> **Exercise requirements**
When the line containing "g.lineJoin = 'round';" appears in the data below, begin copying there and stop only after the line containing "function drawText(font, color, halo, rows, align".

> **Information**
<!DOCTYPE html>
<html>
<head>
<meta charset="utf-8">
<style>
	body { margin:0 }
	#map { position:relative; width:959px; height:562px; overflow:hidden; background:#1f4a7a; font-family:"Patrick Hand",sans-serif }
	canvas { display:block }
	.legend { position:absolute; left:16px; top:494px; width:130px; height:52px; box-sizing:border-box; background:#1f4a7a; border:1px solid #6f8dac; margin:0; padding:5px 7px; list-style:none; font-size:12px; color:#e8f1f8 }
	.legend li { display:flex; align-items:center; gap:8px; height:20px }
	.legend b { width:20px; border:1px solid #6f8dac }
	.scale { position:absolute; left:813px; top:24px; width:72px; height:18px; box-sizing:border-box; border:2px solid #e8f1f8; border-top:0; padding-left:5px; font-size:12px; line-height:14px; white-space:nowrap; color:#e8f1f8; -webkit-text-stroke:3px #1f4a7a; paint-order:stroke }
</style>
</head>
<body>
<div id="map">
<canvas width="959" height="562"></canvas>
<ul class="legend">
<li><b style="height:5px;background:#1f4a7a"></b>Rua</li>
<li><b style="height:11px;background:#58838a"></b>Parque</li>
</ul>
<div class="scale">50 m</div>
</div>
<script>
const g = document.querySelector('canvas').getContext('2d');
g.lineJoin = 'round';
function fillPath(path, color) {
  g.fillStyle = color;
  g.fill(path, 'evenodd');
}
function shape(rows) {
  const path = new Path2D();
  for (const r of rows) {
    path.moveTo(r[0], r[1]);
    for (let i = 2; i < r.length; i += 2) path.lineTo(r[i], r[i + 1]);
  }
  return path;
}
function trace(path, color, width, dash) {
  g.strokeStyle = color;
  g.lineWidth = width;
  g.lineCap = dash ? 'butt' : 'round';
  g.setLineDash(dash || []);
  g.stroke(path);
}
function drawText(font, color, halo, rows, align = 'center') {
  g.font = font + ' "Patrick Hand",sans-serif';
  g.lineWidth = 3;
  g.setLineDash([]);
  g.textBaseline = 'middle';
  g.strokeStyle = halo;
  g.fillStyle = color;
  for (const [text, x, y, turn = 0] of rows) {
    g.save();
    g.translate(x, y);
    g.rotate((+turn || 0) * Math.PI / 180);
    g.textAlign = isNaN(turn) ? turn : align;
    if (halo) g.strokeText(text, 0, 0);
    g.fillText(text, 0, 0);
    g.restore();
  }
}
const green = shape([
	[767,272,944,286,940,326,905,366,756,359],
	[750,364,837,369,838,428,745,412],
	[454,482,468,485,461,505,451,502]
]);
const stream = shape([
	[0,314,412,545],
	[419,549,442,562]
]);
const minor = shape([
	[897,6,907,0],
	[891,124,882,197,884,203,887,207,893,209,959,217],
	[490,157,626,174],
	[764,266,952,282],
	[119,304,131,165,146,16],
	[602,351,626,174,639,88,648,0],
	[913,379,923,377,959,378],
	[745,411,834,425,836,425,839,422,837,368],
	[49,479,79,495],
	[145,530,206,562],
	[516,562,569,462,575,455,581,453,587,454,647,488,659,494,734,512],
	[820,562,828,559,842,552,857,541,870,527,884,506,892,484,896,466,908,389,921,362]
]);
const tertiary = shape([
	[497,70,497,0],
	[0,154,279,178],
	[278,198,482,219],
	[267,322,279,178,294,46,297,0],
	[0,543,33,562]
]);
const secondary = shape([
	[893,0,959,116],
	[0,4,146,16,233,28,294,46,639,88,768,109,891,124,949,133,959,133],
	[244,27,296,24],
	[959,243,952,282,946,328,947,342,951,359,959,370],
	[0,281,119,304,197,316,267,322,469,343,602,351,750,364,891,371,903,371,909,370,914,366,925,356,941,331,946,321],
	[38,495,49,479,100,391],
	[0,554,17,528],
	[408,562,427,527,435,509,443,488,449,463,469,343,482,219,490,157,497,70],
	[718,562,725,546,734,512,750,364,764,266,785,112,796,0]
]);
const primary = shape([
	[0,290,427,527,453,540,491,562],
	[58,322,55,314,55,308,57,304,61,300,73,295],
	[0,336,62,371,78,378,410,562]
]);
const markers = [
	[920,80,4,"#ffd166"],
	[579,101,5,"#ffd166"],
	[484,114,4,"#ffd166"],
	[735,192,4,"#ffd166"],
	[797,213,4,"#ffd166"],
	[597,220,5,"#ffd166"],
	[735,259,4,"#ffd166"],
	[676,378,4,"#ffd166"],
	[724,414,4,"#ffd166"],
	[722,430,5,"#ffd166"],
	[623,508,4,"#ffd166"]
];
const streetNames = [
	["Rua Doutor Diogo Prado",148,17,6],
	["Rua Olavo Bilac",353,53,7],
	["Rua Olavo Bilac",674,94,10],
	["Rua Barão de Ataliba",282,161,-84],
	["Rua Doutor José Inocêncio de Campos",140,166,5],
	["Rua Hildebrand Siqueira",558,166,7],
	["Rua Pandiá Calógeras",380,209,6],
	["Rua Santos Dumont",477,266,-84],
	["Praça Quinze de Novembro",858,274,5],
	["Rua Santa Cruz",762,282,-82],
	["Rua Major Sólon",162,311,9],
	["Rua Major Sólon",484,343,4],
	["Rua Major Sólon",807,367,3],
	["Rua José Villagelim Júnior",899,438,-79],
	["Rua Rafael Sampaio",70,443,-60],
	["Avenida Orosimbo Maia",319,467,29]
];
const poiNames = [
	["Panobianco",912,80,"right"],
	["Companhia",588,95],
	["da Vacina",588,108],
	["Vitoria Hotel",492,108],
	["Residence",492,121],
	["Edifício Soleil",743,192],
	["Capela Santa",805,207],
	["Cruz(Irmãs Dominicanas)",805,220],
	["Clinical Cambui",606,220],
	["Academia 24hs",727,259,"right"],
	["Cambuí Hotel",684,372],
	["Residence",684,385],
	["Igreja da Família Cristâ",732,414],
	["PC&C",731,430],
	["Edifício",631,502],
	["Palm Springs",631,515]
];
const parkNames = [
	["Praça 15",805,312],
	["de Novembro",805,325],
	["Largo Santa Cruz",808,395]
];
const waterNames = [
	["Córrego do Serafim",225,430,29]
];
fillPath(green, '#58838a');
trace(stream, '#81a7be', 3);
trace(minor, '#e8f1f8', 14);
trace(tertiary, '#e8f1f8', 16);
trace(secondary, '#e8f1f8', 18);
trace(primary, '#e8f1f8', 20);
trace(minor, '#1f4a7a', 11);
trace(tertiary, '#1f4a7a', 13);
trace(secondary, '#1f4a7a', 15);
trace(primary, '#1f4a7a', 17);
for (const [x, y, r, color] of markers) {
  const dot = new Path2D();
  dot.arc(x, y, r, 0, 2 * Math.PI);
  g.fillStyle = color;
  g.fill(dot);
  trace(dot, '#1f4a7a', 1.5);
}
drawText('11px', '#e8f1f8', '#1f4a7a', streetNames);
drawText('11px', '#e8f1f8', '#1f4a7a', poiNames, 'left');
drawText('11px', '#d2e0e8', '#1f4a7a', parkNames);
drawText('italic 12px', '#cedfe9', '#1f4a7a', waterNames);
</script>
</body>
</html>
* * *
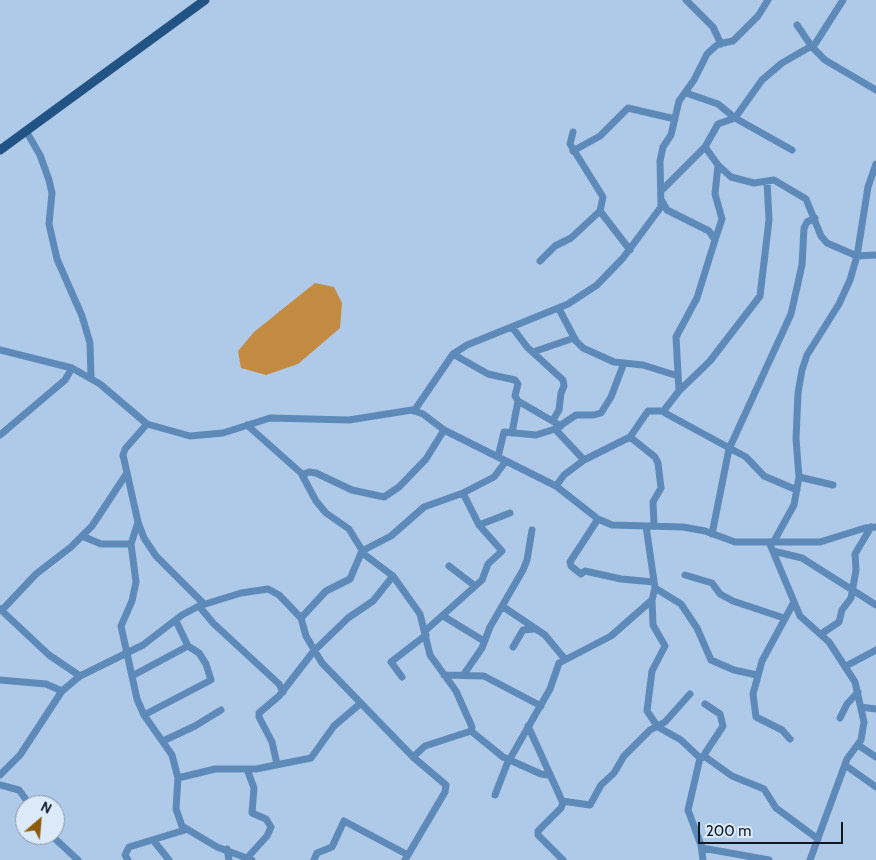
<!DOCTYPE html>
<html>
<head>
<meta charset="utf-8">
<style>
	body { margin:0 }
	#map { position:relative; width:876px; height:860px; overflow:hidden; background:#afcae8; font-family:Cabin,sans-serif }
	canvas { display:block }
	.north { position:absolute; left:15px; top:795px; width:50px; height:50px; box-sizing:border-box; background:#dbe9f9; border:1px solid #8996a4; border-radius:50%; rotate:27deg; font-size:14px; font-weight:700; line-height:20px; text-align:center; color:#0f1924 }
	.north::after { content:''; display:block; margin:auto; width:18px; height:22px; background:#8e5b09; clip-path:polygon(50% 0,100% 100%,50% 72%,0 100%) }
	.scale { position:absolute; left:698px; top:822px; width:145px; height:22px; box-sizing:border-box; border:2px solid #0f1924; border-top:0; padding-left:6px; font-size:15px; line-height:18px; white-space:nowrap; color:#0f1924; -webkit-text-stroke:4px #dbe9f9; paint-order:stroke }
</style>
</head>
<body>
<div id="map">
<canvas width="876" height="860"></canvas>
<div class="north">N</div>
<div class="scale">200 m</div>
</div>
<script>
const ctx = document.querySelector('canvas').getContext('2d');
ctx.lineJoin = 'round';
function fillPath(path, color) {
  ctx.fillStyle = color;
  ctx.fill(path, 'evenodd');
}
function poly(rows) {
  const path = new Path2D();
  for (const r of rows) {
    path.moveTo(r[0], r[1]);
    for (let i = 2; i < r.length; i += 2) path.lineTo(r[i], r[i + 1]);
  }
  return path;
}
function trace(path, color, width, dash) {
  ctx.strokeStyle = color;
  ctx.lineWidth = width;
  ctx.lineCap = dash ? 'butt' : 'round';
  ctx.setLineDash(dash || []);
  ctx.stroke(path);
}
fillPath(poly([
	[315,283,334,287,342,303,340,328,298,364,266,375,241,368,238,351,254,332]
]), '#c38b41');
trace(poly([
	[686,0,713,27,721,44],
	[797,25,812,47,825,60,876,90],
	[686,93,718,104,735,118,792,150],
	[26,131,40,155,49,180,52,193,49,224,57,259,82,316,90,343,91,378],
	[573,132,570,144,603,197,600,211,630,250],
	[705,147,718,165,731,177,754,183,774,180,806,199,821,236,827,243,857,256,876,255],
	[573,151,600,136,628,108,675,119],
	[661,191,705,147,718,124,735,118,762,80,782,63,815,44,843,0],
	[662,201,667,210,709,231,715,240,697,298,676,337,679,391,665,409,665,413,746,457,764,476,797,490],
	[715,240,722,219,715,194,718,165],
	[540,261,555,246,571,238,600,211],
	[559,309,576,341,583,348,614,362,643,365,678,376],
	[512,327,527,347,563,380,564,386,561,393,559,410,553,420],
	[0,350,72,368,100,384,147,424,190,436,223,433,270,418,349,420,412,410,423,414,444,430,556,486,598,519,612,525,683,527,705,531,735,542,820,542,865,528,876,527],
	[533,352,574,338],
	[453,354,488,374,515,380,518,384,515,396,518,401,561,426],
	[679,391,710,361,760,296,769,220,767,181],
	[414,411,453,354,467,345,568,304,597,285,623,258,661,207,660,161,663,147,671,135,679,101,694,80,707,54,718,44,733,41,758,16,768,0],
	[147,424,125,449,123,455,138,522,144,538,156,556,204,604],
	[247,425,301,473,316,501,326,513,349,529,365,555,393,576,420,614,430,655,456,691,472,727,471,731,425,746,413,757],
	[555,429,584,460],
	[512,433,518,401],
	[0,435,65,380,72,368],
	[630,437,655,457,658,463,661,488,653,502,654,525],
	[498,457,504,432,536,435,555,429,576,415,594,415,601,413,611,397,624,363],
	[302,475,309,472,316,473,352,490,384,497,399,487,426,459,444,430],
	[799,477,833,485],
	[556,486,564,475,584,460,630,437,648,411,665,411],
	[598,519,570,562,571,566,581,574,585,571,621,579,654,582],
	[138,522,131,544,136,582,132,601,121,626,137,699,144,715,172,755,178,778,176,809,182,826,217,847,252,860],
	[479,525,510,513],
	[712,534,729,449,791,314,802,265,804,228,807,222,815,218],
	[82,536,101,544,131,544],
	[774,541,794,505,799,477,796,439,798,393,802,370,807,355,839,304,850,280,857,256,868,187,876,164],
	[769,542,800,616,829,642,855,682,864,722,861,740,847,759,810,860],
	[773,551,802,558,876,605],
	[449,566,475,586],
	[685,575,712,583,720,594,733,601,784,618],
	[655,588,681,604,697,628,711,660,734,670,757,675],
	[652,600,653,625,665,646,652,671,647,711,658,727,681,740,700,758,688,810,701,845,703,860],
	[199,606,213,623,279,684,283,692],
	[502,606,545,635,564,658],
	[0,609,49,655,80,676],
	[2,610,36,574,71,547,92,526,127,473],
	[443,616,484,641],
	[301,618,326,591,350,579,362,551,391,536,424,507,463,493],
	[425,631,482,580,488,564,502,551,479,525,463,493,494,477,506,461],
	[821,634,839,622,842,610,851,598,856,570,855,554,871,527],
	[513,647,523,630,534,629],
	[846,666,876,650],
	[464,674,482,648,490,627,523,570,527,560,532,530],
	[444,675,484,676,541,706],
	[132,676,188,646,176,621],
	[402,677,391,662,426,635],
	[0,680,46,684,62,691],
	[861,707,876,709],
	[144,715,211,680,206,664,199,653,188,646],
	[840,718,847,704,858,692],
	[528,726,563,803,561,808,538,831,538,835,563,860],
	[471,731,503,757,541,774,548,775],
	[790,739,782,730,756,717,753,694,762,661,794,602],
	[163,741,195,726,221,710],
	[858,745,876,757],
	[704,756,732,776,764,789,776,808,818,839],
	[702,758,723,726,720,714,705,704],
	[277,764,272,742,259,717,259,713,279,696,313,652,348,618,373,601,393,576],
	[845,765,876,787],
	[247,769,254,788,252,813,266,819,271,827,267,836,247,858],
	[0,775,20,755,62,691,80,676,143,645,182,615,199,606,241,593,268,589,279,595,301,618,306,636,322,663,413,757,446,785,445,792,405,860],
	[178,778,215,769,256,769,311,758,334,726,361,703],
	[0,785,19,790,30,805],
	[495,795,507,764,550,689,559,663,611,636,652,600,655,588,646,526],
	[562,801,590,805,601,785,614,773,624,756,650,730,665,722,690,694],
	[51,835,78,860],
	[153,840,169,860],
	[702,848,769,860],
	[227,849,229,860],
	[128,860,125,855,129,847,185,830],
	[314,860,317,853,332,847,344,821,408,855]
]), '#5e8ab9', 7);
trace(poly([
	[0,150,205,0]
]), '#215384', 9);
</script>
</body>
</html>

> **Result of this task**
g.lineJoin = 'round';
function fillPath(path, color) {
  g.fillStyle = color;
  g.fill(path, 'evenodd');
}
function shape(rows) {
  const path = new Path2D();
  for (const r of rows) {
    path.moveTo(r[0], r[1]);
    for (let i = 2; i < r.length; i += 2) path.lineTo(r[i], r[i + 1]);
  }
  return path;
}
function trace(path, color, width, dash) {
  g.strokeStyle = color;
  g.lineWidth = width;
  g.lineCap = dash ? 'butt' : 'round';
  g.setLineDash(dash || []);
  g.stroke(path);
}
function drawText(font, color, halo, rows, align = 'center') {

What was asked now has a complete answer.